Click Here To Purchase The Water Men

Author: Adelaide MacKenzie Fuss

ISBN: 978-0983461302


If everybody had an ocean

Across the USA

Then everybody’d be surfin’

Like Californ-I-A….

With all due respect to Brian Wilson, lyricist of the Beach Boys’ hit “Surfin’ USA,” I’m not so sure that’s the case. To the non-surfer, the act of surfing can seems puzzling, if not downright nutty. Why anyone would want to perch atop a waxed piece of wood, trying to harness the immense and unpredictable power of the ocean’s currents, totally at the mercy of the waves, is a mystery to many sane landlubbers.

On top of the potential danger inherent in such thrill-seeking, there’s a whole surfing sub-culture that seems Byzantine to the average person, a world apart, a watery brotherhood that speaks a lingua franca of “a-frames,” “ho-dads,” and “steamer lanes.” It’s like a nautical Skull and Bones, intriguing but also a little weird. (Why is it that surfers always flock to the beach during an oncoming hurricane when the rest of us are heading inland to safely watch the storm batter CNN’s corps of drenched correspondents?)

For those who see opportunity where others see peril, the siren call of the sea is strong. Such is the disposition of Shaun McGuire, the 36-year-old retired multi-millionaire at the center of The Water Men, the debut novel of Adelaide MacKenzie Fuss.

McGuire, exhausted by the demands of the business world and feeling unfulfilled by his bank statements, returns to his hometown of Newport Beach, California, to search for the meaning behind an increasingly desultory existence. The novel chronicles about a year of his life, hanging out in a shabby beachfront rental property and feeling torn between becoming a productive member of society and simply (to quote the uber-stoner Jeff Spicoli from Fast Times at Ridgemont High), “catch some tasty waves.”
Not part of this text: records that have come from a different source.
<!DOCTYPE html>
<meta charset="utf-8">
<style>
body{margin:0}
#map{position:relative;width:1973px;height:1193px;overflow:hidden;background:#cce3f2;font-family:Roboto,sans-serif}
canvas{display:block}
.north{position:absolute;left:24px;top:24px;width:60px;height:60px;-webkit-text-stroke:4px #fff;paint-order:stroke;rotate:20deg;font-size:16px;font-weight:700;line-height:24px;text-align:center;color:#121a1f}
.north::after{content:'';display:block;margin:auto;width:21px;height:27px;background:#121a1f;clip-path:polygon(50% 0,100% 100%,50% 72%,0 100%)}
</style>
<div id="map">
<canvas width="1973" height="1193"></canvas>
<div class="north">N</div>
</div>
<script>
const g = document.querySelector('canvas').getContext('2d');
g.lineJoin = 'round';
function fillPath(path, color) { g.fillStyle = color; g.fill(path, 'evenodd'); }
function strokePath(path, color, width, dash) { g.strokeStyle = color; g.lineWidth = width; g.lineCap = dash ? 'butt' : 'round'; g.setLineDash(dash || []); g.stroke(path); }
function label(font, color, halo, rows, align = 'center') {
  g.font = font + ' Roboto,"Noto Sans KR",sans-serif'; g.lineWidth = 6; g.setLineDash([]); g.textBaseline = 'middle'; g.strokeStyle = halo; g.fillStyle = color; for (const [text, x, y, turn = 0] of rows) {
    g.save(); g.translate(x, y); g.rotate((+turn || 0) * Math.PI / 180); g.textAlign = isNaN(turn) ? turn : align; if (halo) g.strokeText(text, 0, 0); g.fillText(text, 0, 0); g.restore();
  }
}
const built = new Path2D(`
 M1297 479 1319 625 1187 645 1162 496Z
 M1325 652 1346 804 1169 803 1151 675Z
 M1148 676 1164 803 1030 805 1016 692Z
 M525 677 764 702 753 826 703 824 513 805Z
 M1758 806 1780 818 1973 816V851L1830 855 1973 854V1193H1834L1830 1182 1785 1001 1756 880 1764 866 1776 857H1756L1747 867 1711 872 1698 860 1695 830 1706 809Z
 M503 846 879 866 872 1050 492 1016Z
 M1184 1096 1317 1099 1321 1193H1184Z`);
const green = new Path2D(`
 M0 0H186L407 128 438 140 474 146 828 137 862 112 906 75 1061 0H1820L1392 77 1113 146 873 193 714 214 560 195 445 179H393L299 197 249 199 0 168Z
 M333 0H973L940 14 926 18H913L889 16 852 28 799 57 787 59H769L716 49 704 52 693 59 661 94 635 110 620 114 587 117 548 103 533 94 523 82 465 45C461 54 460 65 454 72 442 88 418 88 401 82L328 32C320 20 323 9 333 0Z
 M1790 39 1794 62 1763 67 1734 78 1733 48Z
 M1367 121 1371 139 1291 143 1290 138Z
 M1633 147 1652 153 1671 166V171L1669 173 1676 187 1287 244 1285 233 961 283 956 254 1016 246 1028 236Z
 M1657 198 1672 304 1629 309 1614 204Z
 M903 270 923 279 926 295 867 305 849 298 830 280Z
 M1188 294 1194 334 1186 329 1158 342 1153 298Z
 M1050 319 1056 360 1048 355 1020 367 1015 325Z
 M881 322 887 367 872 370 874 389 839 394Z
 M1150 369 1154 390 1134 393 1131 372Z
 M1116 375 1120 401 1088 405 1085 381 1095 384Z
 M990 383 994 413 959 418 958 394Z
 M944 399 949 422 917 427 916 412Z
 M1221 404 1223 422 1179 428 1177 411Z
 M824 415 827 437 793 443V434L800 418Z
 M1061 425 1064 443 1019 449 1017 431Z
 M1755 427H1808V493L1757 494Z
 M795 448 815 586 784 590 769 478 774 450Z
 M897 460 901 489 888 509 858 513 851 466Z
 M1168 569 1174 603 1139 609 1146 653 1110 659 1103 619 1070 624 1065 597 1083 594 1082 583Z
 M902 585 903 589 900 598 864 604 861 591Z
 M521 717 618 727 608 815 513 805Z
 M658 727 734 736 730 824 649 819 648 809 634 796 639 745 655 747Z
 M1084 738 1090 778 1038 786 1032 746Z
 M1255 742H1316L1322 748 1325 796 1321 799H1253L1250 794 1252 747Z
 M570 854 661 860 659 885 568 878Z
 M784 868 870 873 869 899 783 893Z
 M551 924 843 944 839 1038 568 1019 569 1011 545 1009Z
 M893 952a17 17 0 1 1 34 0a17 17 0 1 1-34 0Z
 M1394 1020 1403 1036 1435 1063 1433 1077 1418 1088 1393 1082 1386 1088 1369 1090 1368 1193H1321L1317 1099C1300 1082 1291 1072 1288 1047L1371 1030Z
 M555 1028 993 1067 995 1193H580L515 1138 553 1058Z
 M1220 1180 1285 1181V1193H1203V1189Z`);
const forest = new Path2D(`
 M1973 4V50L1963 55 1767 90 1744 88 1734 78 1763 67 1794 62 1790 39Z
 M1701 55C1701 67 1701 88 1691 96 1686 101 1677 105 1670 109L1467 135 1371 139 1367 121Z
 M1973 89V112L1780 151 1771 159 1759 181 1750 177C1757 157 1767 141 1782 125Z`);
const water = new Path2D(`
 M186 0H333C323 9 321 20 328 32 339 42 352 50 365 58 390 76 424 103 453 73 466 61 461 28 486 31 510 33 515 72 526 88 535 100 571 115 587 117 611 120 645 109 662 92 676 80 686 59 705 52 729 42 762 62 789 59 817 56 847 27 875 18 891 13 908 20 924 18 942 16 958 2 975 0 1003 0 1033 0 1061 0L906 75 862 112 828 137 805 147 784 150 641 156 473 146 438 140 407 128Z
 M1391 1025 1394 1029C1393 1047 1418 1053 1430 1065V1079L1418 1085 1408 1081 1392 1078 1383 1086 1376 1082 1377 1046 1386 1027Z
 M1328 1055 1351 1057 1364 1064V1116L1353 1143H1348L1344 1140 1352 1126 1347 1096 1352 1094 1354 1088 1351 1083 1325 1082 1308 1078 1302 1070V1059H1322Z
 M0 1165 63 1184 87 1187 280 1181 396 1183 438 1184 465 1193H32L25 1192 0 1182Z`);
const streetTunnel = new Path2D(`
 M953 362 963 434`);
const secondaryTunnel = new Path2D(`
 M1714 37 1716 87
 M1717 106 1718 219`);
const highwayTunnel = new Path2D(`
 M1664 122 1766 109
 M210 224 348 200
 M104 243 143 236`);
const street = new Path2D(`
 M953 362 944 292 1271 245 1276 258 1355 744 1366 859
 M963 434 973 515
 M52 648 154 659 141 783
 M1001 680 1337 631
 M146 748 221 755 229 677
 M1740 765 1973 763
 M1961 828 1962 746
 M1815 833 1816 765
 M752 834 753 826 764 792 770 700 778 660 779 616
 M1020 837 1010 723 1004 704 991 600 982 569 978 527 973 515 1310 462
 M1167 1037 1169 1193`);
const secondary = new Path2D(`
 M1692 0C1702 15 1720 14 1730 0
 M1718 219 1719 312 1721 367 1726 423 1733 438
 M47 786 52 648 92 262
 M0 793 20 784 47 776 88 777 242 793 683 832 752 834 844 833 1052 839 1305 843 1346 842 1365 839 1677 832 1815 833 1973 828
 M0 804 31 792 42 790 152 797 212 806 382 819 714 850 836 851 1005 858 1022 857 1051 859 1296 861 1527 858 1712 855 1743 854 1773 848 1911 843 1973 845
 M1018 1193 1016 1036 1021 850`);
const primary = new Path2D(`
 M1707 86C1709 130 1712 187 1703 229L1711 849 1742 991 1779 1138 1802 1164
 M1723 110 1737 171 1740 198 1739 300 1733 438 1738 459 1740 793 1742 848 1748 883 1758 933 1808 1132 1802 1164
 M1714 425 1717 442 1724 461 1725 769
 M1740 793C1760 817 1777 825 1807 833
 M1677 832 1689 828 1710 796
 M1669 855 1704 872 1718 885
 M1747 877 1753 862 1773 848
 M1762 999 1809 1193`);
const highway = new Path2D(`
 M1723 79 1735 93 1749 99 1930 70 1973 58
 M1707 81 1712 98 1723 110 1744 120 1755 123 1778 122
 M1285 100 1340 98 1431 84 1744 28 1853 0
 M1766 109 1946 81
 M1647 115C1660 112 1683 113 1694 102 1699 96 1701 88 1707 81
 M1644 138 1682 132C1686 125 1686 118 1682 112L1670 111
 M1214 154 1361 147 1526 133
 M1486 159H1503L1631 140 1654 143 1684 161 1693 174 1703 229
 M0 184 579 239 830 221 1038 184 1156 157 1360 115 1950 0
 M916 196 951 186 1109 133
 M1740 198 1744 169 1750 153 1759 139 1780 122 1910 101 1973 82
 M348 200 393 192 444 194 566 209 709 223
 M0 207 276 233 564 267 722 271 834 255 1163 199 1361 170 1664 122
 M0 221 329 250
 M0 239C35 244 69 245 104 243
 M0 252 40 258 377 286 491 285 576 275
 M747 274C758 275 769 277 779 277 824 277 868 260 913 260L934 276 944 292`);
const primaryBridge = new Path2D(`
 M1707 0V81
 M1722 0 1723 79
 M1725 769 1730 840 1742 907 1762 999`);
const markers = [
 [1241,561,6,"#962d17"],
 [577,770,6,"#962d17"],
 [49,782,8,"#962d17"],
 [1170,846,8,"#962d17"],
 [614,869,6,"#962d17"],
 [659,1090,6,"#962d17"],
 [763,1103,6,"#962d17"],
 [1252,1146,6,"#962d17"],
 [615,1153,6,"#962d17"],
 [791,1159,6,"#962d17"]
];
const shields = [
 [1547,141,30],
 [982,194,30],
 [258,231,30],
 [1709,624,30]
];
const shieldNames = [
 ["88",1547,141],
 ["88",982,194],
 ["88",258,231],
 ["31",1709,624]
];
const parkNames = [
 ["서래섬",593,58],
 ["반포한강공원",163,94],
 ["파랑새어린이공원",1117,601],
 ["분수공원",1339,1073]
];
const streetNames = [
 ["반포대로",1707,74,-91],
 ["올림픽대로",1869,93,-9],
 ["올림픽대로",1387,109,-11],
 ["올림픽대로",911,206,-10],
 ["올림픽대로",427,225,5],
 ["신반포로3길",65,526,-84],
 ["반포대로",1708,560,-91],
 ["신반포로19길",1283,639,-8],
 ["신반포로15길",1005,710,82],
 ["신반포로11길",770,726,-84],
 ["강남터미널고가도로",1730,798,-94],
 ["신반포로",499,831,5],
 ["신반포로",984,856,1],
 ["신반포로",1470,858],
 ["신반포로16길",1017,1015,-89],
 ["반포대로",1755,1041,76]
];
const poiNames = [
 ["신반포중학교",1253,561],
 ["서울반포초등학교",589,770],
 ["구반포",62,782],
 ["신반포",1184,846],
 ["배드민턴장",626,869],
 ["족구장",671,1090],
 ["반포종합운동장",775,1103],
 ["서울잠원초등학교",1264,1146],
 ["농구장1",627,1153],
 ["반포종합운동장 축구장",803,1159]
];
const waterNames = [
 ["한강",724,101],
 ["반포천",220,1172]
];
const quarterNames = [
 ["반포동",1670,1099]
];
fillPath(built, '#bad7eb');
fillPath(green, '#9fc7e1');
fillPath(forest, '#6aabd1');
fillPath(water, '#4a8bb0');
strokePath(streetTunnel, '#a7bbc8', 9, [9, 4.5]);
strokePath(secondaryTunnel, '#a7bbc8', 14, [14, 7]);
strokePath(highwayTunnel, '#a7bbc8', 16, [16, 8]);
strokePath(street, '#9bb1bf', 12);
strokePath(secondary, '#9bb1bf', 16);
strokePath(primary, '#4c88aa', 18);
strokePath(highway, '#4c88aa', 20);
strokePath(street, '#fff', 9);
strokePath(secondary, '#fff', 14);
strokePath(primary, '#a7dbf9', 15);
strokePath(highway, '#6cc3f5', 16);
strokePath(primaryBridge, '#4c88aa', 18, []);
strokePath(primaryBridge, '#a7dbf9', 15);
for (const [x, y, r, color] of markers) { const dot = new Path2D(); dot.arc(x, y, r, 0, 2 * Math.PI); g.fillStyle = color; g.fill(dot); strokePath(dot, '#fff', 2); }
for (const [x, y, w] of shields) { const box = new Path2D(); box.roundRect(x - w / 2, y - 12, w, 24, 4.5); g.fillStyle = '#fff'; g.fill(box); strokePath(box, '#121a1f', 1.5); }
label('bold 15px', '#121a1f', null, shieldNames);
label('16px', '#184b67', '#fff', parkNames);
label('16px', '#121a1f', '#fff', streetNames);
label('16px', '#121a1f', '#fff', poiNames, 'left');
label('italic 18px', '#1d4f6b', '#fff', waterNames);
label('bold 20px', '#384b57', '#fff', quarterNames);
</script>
The protagonist is assisted – if I might use that verb loosely – in his pursuits by two equally unfocused mid-life crisis refugees. The three of them – without a genuine ambition among them (other than an eccentric, quasi-spiritual impulse to drive around and plant sapling trees around desolate properties) – surf, drink, nap, and while away their days, talking in circles about the ambiguous nature of existence.

Turns out, the answer to the riddle of life is easier, and more attainable, than one might suspect: get a dog. Once Shawn rescues an abandoned dog, his non-monetary fortunes increase. He’s happier, reconnects with his eccentric, high-maintenance mother, and finds out what it is to love. Oh, he gets married too – but it’s the dog he really loves.

For readers who are drawn to sharply plotted novels, with compelling stories and lots of drama, The Water Men is unlikely to slake their literary thirst. Not a lot happens in the book. That’s not to fault the author – she’s taken as her subject the slow-churning of a man’s mind as he surveys the horizon, unsure which way to go. Unless you are going to intertwine the search for life’s meaning with intense action (a la Moby Dick) or a world of perpetual intrigue (a la Hamlet), you’ve doomed your protagonist (and your reader) to a lot of waiting around. Such is the fleeting nature of inspiration.

Yet the author in this case has a good ear for dialogue, and though her characters don’t do much, their conversations ring true. Several exchanges recalled, to my ear, that master of conversational ennui, Paddy Chayefsky. At one point, one of her characters says “We’re like a long, boring, bad, straight to video `B’ movie.” Well, the book is better than that, but after finishing the novel I was left thinking less about what would happen to these drifters and more about what would happen when Adelaide MacKenzie Fuss finds a story that moves as swiftly and dangerously as the surf her characters adore.